SQLite to the rescue

SQLite is a serverless implementation of SQL.  It is a tiny binary—less than 50 kbyte on Mac OS X—and it stores its data in a file.  The way SQLite helps us here is that it allows us to store the data and analyse and/or trim it using all sorts of criteria.

So first create the database file:

sqlite3 storetops.sqlite3

That will give you a sqlite> prompt at which you can type this:

CREATE TABLE savetop (
HostName TEXT, -- So we know which host this data came from
DateAndTime TEXT,
Load REAL,
TopProcesses TEXT
) ;

Type .quit to exit.  (SQL professionals will balk at my not using the DATETIME type, but SQLite contains no such data type.)  You next want to write a simple script which will write to that at intervals of, say, 30 seconds.  I’ve written a basic performance-monitoring script which you can use on Linux or MacOS X.
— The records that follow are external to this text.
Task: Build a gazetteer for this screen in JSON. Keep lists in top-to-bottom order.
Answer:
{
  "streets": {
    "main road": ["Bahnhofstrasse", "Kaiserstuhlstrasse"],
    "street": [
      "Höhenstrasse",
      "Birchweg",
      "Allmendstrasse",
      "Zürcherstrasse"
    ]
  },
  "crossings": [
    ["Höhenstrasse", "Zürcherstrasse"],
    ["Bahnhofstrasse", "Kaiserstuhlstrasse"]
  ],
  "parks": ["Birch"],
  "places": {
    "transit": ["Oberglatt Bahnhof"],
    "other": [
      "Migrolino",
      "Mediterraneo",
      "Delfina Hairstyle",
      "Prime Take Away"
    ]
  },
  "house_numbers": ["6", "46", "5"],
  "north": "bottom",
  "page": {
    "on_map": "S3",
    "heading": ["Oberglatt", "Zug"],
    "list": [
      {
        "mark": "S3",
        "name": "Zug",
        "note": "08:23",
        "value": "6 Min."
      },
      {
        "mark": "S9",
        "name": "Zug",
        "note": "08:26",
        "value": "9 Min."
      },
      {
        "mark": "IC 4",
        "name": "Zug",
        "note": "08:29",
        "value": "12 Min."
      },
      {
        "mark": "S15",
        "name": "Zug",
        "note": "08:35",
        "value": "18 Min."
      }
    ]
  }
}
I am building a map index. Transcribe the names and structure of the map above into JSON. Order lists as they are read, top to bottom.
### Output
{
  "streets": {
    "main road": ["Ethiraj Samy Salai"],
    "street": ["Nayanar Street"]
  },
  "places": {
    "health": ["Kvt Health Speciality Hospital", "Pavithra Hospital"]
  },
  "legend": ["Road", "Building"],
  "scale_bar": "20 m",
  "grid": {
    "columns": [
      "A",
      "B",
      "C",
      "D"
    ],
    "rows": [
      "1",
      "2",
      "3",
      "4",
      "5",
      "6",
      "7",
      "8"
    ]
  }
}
Here is a sample of data I collected on my Mac:

sqlite> SELECT HostName,DateAndTime,Load FROM savetop ;
vger|2012-09-03 19:51:30|0.93
vger|2012-09-03 19:51:43|1.3
vger|2012-09-03 19:51:55|1.17
vger|2012-09-03 19:52:08|1.79
vger|2012-09-03 19:52:20|1.66
vger|2012-09-03 19:52:33|1.44
vger|2012-09-03 19:52:45|1.22
vger|2012-09-03 19:52:57|1.34
vger|2012-09-03 19:53:10|1.36
vger|2012-09-03 19:53:22|1.23
vger|2012-09-03 22:10:11|1.06
vger|2012-09-03 22:10:24|1.59
vger|2012-09-03 22:10:36|1.46
vger|2012-09-03 22:10:49|1.24
vger|2012-09-03 22:11:01|1.2
vger|2012-09-03 22:11:13|1.01
vger|2012-09-03 22:11:26|1.38
vger|2012-09-03 22:11:38|1.48
vger|2012-09-03 22:11:51|1.33
vger|2012-09-03 22:12:03|1.71
sqlite>

If there is an item of interest I can examine its top processes:

SELECT TopProcesses FROM savetop WHERE DateAndTime='2012-09-03 22:10:36' ;

Suppose I want to count the number of events where the load was greater than 1.4:

sqlite> SELECT COUNT(HostName) FROM savetop WHERE Load>1.4 ;
7
sqlite>

Of course this is artificial—normally we are looking at much higher high loads—however it illustrates the advantage of this approach.  If you are monitoring over a long period it’s likely the SQLite file will get very large but that is also very easy to remedy:

sqlite> SELECT COUNT(HostName) FROM savetop ;
20
sqlite> DELETE FROM savetop WHERE Load<1.4 ;
sqlite> SELECT COUNT(HostName) FROM savetop ;
7
sqlite>

Use of load rather than CPU usage

While this is beyond the immediate scope of this post, some of you might be wondering why I am using load instead of CPU usage.  Most operating systems (including Windows) have built-in strategies for handing CPU hogs, for instance in Linux and Unix the process priority for a CPU hog is automatically downgraded.  The result is a server whose CPU is flat out can be still quite usable.  Load—which represents the number of processes waiting to execute—is a much more reliable indicator of a server in distress.  High load can be caused by too many processes trying to access the CPUs and/or I/O delays, which in turn can be caused by busy or slow disks.  On Solaris and Windows you can determine if a server is CPU-bound by checking the percentage of time runnable processes (those not waiting for I/O or sleeping for other reasons) are waiting for CPUs; if this is higher than, say, 5% then the server is CPU-bound.